New Hobby Ultrasonic Record Cleaning


Purchased a cheap $199.00 stainless steel digital ultrasonic cleaner with a very nice record cleaning attachment off Amazon and I am having a blast.

This thing is heated, has a timer and an electric motor to rotate the records in the US tank. It is a 6L unit and it is made in China. Seems well built and it cleans records like a much more expensive machine.

I have cleaned a half dozen albums that are 40 plus years old and have only been cleaned with vacuuming machines and this thing is great. The albums I have cleaned sound darn near new and my wife thought I bought another new cartridge or phono pre-amp.

Can not recommend this type of cleaning system enough.

Rediscover those old albums.. if this thing lasts a couple of years I will be a happy dude. 
128x128skypunk
I’m late to the party but wanted to tell you all what I’m doing. I got the Amazon US unit and a motorized LP holder that allows 6 to be done at a time. I use 10 drops of Ilfotol to the 6 liters of RODI water. I typically run it 10 minutes at 30c and follow up with a few spins in the spin clean with just RODI water, and air dry. They then go into new MOFI sleeves as I work my way through my collection. I’m lucky that I already own a 5 stage RODI filter which produces laboratory grade water so I have an endless supply.  This is good because my cleaner does not employ a filter. I have another hobby, keeping reef aquariums. This made the RODI filter a necessity because anything over .5ppm TDS is unacceptable to put in my tanks. The filters run about $200 and require about $100 a year in membranes and resins but the plus side is you can take water from the RO side and drink it before it goes through the de-ionizer. Deionized water will dehydrate you because it is void of minerals and will strip your body of them on its way through. It makes the absolute best tasting and healthiest water you can get.  Something to ponder if you’ve got a cpl hundred bucks and would like an endless supply of both RO, and RODI water. 
i have a question i need answered. if you clean your records with US and also use a cleaning agent along with distilled water and run it through a filtering system wouldn't the cleaning agent be taken out through the filtering process as well as the dirt particles from the records that were dislodged.
@bianchi27

If the cleaner is dissolved/soluble in the water, sediment filters >0.1 micron will not remove the cleaner.
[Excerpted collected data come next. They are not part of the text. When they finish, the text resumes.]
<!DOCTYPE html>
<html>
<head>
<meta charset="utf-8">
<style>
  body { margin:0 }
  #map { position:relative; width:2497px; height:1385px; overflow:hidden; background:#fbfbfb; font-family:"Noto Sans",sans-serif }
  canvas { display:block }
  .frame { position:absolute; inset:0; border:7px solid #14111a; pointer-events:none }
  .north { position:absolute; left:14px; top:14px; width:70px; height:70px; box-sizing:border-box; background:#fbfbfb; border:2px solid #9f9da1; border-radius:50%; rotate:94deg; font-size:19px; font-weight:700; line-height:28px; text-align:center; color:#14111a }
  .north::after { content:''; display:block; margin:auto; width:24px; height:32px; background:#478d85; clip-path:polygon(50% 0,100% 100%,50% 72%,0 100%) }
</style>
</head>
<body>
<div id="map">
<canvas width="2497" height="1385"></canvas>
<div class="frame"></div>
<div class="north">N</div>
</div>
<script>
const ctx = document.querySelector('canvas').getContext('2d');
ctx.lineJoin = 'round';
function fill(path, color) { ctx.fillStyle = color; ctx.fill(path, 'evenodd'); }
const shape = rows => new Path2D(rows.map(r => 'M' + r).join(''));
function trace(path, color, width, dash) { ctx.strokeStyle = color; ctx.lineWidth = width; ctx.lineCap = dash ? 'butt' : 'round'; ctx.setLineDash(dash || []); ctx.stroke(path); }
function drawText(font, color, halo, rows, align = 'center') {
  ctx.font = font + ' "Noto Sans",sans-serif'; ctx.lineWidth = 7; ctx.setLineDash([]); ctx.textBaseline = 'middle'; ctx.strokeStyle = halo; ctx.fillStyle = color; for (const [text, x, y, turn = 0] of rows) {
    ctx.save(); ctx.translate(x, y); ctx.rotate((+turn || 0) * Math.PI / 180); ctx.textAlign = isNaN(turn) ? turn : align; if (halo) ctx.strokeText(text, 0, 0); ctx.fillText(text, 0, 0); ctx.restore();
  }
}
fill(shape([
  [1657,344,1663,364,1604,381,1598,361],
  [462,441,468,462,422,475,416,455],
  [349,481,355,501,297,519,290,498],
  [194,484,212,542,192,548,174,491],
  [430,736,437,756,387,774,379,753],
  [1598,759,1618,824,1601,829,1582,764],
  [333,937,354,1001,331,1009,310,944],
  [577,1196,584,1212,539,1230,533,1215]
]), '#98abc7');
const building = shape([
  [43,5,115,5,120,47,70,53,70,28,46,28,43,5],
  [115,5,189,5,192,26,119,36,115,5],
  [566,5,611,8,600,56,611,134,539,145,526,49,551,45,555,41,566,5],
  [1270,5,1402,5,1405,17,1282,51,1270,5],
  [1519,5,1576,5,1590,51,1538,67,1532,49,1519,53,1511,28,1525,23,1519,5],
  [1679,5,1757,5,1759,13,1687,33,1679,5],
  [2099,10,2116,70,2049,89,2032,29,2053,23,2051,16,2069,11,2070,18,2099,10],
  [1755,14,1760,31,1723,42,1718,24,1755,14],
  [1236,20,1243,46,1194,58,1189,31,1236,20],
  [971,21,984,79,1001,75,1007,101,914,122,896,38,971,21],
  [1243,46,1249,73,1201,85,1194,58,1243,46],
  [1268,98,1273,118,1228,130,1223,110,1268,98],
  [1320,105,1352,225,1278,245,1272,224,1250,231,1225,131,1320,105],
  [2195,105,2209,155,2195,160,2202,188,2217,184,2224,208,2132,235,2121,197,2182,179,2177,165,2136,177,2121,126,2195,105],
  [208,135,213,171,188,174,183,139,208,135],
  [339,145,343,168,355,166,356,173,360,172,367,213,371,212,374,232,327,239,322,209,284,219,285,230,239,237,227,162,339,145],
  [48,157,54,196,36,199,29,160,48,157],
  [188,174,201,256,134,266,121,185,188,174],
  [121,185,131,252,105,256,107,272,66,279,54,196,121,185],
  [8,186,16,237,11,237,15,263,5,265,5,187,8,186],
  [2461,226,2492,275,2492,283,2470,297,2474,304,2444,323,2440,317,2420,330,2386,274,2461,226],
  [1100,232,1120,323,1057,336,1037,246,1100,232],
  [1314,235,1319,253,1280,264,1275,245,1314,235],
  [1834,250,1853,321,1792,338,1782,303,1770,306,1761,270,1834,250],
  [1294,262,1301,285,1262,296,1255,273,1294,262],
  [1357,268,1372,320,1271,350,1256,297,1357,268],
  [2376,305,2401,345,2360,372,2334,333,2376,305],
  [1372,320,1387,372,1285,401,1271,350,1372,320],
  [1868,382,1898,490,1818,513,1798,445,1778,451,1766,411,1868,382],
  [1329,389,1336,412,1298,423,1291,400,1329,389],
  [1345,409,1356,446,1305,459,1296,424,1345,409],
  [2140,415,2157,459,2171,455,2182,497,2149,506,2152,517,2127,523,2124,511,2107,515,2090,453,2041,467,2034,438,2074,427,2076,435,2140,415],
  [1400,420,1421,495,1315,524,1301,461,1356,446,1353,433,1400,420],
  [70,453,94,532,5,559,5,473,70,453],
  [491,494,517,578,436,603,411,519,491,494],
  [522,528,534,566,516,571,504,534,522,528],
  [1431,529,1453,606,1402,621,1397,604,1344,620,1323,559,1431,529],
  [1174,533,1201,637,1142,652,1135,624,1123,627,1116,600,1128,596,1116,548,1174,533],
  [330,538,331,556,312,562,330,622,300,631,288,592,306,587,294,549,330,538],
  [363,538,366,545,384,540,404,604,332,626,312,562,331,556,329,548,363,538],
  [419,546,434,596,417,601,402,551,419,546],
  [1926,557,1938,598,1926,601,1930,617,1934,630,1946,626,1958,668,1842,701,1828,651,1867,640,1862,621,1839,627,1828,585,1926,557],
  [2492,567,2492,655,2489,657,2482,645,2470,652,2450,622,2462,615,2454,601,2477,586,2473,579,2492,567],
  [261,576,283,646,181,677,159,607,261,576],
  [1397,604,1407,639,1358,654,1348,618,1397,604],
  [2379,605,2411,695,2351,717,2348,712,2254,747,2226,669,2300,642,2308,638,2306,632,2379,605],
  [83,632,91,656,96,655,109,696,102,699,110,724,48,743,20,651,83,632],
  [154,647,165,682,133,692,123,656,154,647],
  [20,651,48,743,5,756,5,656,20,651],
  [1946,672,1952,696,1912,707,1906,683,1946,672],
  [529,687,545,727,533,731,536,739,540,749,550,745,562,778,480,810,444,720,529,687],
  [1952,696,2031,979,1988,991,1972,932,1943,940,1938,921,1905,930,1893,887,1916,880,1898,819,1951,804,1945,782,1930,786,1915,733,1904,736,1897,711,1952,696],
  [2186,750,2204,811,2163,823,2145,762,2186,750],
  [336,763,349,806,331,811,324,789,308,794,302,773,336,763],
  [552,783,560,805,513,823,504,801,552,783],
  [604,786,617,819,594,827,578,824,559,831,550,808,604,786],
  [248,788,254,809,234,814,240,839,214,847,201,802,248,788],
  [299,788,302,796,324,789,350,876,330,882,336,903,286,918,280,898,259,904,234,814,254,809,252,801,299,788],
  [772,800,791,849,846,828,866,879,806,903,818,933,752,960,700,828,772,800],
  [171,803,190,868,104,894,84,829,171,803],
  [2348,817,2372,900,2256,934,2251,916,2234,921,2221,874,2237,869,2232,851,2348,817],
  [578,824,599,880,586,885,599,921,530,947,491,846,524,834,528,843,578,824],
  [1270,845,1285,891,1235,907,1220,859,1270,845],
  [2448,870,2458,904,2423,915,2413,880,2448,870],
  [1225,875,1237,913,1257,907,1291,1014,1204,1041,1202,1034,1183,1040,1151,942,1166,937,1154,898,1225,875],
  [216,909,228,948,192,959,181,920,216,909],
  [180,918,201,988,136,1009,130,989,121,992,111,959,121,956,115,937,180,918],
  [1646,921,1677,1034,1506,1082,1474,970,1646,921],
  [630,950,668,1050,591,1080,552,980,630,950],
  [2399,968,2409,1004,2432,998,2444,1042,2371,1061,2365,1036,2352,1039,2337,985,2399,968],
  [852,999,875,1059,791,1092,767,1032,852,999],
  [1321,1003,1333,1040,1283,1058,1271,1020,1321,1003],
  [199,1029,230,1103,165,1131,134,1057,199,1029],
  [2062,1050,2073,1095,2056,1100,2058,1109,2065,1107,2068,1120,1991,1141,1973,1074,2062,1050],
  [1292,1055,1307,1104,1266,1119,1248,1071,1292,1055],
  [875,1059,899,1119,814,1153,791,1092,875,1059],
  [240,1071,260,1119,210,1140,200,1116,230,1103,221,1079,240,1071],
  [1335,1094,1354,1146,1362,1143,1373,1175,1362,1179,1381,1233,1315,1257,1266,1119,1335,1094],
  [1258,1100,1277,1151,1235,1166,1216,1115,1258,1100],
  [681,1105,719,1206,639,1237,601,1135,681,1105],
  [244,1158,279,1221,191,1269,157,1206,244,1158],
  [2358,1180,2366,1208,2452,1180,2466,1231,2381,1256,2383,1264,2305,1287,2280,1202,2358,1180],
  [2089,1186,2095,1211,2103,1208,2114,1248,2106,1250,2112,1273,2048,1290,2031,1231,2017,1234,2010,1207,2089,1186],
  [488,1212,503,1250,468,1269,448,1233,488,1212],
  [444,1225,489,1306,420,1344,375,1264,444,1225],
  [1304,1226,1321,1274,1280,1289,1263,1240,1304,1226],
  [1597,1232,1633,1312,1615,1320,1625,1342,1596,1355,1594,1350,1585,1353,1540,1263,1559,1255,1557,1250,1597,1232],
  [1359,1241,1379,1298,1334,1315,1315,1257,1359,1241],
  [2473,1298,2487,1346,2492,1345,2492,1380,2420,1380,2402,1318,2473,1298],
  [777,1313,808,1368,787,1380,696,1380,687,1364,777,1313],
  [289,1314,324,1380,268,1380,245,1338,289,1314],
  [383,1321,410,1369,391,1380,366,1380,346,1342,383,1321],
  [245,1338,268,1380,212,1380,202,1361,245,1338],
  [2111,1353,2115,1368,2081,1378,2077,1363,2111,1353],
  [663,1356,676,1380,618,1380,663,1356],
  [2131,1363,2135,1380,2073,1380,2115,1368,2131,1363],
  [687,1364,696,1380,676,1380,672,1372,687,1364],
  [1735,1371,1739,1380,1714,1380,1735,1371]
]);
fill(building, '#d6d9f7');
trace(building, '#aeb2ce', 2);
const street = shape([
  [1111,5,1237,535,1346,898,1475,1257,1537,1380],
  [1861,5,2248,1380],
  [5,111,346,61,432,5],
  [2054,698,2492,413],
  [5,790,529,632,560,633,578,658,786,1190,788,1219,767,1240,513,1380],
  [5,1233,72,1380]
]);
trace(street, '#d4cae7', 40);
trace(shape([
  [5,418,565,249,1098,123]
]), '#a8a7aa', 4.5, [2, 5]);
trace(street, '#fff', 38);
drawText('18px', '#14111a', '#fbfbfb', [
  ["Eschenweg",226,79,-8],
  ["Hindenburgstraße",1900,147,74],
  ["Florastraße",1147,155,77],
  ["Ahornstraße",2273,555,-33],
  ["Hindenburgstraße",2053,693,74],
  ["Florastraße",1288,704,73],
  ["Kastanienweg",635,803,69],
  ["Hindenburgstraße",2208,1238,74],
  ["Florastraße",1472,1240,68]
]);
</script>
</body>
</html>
However, for cleaners such as Tergikleen that are a combinations of a soluble chemical Tergitol 15-S-9 and insoluble Tergitol 15-S-3, the insoluble chemical which exists as an emulsion may be filtered-out depending on how fine is the filter. L’Art Du Son also contains an insoluble chemical that may be filtered out. Alcohol, Triton X100, Tergitol 15-S-9, & ILFORD ILFOTO are all soluble and will pass through sediment filters. However, activated charcoal filters can partially remove some soluble chemicals.  Many people use pumps/sediment filters to extend US bath life.
The price of the Happybuy has crept up to $248.99 on Amazon. The identical Vevor is available from Walmart for $199.99, with free shipping and no sales tax.
Has anyone else received the Vevor machine Walmart is selling? Mine arrived a few days ago, and the upright carriage with the slot for lowering and raising the motor with attached LP’s is completely different from that pictured in the Amazon and Walmart listings (though each retailers machine goes by a different name, they are identical).

The upright I received is actually much nicer that the one pictured, being a much more elegant single slab of aluminum. But instead of having a threaded knob on either side of the motor, mine has single one in the rear. Not a problem.

What IS a problem is the spindle onto which LP’s are placed. The end of that spindle is far too short, it’s threaded end extending only slightly past the middle of the 6L tank. If you clean only a single LP, fine: the LP---using all the provided plastic spacers (see below)---can be in the middle of the width of the tank. But if you clean more than one at a time, all the LP’s will be squeezed into one half of the tanks width. Duh!

9 plastic spacers are provided, but are far too thin: there should be more than the spacers 1/4" thickness between any two LP’s. Sure, you can glue three or four of them together, and clean just two or three LP’s. But still, the one furthest out on the spindle will be in the middle of the tank, the other two between it and the edge. That is unacceptable.

Back to Walmart it goes. You get what you pay for. I’ve been looking at the Cleaner Vinyl line of US machines: they have expanded their product line since I last looked, including a 132kHz tank. A fully loaded model (with drying fan and water filtration system) is under a grand. I haven’t seen a single used Degritter come up for sale, and don’t expect to.